Maxi Thompson is a shining example of all that the Civic Honours Awards represent.

Civic Honours Citation – Paratene Te Manu (Sonny) Wellington

Whangarei District Council takes great pleasure in awarding a Civic Honour to Paratene Te Manu (Sonny) Wellington to acknowledge his long-standing contribution to the Ngunguru and Tutukaka communities.

Born and raised in Tutukaka, Sonny is a descendant of the famous Maori leader, Paratene Te Manu. After leaving school he worked in the Whangarei District for some years before leaving Whangarei to work at Kinleith for 15 years. On his return, Sonny became closely involved with his community and is now a Kaumatua respected by Maori and Pakeha, alike, for his remarkable ability to bridge the cultural divide.

Sonny’s reach into his community is broad, touching many generations, interest groups and walks of life. He works tirelessly for the good of the community, enriching it with his knowledge of Maori traditions and history.

Since the inception of the Ngunguru Marae, Sonny has led in the areas of governance and operations, and is highly respected for his whakapapa and personal mana. He embodies the principles of kotahitanga, encouraging Maori and non-Maori, young and old, to use the marae for community endeavours.

He has made a significant contribution to the Ngunguru Sports and Recreation Society, representing the Maori viewpoint and providing an invaluable link between different sectors of the community. As Kaumatua for the Tutukaka Coast Lions Club he willingly conducts funerals and weddings and assists in any other way he is asked.

The members of the Tutukaka Coast Ratepayers and Residents Association speak highly of Sonny’s contribution as a Kaumatua, a calm and wise guardian of the environment and local history. He attends every community event possible, takes an active role in the ANZAC Dawn Parade, and has participated in projects related to the War Memorial and Sports Complex.
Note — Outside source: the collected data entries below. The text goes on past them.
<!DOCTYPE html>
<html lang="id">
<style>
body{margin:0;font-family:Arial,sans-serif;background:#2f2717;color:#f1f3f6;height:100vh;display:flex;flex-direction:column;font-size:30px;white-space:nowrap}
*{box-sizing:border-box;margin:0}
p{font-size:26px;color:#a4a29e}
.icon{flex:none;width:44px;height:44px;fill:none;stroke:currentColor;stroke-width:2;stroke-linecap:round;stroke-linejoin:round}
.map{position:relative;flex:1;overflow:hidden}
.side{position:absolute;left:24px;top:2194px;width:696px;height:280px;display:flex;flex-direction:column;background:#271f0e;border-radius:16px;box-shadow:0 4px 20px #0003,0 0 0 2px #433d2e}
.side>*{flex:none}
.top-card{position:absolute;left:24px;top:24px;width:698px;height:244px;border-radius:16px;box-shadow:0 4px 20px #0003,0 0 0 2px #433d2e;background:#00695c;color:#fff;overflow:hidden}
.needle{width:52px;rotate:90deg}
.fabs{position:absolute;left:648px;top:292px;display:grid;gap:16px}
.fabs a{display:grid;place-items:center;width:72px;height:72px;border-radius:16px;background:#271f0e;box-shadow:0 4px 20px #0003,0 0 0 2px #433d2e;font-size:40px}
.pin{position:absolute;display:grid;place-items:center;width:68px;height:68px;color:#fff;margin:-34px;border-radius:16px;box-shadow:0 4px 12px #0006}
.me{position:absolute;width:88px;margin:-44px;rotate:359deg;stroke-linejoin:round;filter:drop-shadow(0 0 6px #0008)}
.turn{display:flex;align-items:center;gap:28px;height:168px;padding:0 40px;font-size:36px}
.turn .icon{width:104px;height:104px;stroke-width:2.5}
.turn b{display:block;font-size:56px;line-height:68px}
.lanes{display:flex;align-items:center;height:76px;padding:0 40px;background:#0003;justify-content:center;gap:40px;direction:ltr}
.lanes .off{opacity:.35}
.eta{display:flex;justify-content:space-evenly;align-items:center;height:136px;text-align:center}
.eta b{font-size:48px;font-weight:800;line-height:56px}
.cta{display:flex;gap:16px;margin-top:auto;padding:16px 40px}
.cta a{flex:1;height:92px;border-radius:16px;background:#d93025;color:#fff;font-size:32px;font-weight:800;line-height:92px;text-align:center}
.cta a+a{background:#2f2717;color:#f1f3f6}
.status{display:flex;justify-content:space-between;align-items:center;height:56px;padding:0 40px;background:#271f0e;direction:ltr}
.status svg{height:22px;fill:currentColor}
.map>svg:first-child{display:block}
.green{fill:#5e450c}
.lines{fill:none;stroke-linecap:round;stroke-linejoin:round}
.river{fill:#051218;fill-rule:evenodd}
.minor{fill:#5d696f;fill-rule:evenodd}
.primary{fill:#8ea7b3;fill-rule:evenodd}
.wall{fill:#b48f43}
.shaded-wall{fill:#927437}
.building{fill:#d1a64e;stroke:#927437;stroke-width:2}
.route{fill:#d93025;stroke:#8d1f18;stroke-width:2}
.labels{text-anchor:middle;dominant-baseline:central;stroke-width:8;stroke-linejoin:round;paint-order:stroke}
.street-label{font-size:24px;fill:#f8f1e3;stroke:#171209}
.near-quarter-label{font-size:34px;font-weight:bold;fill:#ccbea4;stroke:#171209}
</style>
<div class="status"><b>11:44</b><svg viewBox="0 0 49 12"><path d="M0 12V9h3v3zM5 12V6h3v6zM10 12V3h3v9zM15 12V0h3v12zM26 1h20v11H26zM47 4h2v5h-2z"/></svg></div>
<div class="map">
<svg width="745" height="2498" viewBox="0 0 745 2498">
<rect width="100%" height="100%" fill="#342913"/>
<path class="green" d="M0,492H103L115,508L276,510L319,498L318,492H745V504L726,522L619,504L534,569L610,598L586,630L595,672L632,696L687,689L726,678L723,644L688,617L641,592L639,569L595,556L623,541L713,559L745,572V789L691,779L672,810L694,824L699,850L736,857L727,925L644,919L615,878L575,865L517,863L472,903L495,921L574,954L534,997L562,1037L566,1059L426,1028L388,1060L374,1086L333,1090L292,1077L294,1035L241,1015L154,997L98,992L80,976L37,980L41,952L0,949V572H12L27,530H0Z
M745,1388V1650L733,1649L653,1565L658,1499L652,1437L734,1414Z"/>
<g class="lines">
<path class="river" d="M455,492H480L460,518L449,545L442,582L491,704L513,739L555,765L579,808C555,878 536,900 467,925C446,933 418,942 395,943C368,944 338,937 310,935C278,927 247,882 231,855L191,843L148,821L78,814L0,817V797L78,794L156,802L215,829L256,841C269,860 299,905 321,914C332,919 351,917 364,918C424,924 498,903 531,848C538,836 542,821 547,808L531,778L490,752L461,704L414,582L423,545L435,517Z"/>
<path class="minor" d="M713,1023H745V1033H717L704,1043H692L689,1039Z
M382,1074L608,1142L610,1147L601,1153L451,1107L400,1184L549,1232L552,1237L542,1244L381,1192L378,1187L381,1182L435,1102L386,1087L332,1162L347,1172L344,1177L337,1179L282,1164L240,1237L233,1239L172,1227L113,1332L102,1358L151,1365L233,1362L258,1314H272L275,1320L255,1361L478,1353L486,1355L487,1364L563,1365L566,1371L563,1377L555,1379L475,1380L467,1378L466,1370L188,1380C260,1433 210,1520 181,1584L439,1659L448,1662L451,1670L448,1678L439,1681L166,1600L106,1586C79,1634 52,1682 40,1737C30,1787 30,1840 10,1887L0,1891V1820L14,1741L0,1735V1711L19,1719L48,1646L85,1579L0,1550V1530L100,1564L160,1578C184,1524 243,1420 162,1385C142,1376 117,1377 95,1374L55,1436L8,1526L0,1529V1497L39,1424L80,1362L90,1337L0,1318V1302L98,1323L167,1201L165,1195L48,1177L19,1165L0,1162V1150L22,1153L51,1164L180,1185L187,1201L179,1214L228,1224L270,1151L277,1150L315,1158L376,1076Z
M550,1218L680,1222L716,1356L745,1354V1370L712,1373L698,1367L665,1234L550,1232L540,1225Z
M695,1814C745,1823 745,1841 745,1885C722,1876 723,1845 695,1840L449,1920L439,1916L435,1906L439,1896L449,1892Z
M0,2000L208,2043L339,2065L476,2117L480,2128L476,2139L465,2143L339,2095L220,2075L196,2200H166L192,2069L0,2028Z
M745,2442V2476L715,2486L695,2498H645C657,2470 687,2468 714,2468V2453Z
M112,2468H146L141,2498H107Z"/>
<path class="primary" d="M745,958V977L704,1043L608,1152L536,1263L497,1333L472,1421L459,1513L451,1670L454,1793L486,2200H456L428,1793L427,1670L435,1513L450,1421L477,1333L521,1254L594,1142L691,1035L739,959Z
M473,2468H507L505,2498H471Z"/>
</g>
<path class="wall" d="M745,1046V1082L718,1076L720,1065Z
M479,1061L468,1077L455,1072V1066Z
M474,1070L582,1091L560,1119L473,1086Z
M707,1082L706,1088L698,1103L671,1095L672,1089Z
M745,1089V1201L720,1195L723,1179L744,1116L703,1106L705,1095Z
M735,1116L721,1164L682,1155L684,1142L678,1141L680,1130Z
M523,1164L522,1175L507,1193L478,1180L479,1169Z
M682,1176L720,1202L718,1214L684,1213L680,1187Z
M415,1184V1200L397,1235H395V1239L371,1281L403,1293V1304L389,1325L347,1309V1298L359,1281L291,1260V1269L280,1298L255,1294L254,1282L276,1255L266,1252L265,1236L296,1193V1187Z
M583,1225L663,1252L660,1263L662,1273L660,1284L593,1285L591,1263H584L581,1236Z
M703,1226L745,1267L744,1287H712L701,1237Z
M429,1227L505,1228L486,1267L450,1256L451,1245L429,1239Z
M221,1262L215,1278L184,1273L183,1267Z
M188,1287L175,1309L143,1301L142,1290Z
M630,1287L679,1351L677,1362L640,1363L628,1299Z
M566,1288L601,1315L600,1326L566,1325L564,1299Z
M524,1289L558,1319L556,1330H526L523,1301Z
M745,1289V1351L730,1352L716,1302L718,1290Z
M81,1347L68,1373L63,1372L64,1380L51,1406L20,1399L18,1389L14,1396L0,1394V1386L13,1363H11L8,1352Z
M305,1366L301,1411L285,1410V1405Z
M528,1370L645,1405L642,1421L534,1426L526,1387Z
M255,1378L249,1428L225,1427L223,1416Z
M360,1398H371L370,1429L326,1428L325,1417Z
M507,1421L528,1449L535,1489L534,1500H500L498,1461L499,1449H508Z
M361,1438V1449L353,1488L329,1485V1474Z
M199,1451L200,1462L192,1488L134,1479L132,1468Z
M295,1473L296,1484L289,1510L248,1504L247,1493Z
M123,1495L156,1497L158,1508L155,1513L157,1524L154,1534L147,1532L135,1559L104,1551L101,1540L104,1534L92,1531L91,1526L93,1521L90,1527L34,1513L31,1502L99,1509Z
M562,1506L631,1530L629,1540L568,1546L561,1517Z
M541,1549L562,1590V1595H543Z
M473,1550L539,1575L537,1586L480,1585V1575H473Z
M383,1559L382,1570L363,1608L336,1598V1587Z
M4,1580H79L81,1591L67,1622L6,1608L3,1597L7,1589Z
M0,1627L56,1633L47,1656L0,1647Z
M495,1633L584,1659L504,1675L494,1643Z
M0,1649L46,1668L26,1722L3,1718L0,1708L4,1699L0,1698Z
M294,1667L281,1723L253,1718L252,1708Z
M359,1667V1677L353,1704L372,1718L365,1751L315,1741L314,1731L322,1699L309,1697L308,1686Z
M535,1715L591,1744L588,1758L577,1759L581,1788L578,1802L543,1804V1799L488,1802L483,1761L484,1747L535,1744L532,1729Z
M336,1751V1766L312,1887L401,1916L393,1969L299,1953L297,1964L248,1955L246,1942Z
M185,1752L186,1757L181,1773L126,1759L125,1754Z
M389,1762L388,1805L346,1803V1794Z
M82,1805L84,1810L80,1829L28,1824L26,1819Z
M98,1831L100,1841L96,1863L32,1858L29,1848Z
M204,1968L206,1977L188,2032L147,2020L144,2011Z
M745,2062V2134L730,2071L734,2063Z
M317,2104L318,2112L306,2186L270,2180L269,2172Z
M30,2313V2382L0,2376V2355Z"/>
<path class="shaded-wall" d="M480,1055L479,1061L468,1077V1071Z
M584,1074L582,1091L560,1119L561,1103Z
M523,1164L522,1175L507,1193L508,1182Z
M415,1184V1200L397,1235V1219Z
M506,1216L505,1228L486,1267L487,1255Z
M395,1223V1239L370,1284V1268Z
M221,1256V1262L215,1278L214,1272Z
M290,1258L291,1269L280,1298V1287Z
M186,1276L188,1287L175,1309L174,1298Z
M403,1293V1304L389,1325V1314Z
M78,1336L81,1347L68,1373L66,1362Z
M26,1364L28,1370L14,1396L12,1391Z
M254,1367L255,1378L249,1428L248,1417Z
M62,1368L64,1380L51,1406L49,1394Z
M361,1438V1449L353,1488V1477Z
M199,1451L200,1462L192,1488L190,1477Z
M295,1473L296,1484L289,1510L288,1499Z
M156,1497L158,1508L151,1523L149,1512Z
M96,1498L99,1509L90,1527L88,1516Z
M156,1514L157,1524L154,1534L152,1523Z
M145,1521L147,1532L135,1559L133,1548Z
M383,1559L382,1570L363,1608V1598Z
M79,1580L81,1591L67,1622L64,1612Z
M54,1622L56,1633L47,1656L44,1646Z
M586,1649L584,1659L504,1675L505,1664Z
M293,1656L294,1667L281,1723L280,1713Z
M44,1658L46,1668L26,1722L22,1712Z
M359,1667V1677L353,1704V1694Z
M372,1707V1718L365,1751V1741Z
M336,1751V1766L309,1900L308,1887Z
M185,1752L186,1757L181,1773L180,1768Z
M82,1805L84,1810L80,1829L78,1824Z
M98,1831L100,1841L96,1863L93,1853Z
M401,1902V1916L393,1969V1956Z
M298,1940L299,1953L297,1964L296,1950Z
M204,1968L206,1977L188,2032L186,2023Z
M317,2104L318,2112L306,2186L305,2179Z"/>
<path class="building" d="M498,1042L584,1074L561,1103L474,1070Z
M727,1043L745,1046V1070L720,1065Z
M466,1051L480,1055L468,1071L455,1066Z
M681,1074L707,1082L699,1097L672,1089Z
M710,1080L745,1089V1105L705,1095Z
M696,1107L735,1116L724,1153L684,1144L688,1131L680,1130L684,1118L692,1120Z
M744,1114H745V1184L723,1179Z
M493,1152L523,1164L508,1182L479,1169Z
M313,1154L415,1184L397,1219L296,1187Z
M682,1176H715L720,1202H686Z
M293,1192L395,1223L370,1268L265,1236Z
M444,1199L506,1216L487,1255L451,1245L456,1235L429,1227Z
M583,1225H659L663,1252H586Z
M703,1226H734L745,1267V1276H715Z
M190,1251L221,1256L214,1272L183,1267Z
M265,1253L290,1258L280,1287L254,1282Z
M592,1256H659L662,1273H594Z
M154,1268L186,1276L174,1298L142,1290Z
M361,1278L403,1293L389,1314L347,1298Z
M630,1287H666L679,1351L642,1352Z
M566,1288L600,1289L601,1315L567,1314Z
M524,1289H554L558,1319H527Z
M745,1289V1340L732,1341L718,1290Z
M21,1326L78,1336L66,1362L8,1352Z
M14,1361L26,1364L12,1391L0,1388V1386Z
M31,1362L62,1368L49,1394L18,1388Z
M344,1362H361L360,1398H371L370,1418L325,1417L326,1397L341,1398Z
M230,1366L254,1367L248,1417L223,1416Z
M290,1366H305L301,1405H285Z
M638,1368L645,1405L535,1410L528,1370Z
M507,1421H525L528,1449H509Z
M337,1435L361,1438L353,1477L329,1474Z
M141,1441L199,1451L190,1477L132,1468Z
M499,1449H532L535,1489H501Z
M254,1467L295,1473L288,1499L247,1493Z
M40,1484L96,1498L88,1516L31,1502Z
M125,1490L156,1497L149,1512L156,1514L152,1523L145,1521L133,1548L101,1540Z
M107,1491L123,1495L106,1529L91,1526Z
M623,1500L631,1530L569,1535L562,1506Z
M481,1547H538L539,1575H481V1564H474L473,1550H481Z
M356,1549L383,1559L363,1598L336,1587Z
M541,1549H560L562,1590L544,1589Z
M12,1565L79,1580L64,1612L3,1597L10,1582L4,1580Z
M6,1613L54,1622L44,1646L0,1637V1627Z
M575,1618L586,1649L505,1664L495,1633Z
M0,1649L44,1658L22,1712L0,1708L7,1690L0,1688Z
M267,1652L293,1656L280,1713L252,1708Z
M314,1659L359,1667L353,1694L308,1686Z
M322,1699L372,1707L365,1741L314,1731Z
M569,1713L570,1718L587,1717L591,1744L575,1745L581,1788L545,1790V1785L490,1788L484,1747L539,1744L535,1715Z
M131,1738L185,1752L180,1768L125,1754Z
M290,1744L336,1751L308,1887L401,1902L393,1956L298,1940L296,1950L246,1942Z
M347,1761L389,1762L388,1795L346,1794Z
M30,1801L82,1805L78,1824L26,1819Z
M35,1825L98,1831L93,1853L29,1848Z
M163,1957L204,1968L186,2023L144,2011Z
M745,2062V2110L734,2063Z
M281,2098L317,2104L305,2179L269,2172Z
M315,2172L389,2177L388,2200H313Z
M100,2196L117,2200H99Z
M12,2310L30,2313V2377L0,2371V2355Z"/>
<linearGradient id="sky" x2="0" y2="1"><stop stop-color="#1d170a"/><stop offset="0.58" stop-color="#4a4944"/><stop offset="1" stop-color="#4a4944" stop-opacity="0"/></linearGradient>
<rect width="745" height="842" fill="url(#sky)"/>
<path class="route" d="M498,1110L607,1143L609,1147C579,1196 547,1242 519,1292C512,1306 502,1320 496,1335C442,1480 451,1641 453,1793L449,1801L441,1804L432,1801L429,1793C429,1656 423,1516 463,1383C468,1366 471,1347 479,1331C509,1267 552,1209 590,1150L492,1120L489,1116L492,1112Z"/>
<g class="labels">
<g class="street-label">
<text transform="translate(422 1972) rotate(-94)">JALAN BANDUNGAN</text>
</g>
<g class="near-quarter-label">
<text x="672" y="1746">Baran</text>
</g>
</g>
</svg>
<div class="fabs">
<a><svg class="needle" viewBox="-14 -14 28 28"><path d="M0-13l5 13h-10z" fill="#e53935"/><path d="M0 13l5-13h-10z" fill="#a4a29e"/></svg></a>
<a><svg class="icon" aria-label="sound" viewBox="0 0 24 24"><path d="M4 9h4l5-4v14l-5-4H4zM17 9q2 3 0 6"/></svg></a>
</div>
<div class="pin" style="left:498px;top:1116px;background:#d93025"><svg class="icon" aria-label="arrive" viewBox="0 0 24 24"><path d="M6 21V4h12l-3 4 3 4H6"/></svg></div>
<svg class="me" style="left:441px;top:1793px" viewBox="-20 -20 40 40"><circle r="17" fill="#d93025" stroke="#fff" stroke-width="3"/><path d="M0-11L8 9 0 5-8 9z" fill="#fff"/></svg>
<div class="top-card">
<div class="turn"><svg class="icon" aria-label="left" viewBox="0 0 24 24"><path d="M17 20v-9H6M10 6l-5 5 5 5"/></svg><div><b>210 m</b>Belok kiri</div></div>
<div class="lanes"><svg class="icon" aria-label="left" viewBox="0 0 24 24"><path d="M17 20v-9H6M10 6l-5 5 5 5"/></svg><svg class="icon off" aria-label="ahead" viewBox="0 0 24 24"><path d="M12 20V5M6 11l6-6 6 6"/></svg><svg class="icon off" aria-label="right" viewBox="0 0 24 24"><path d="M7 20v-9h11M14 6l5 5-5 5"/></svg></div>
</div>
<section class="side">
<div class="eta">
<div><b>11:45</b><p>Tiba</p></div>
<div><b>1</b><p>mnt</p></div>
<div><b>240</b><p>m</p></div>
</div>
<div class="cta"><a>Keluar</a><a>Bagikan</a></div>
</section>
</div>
A past pupil of Ngunguru School, Sonny continues to support the school community in both a celebratory and advisory role. As the school’s Kaumatua he presides over the induction and welcoming of students and their families, regularly opens and blesses significant school projects, and enthrals students with tales of the school’s history and the fabric on which it is built.

Sonny has been a longstanding and valued member of the Ngunguru Hall Committee, assisting in all areas of administration and contributing in any way he can to care for the building and its grounds. He acts as a conduit between local community groups and Iwi, liaising easily between diverse groups and individuals.

He has served as a chaplain for the Whangarei / Tutukaka St John’s Ambulance, and as Kaumatua for the Community Church, Coastguard Tutukaka, the Ngatiwai Trust Board, the local fire brigade, and for Dive! Tutukaka at the sinking of the Navy ship, the Waikato.

Sonny contributes to the Ngunguru Sandspit Protection Society on an ‘as required’ basis, and co-ordinates the Kia ora Ngatiwai line dancing group with his wife, Rose.

There are few in Ngunguru and Tutukaka who haven’t somehow benefitted from Sonny’s good will, hard work, wisdom and spiritual contribution. He is universally described as a man of humility, integrity, commitment and community spirit.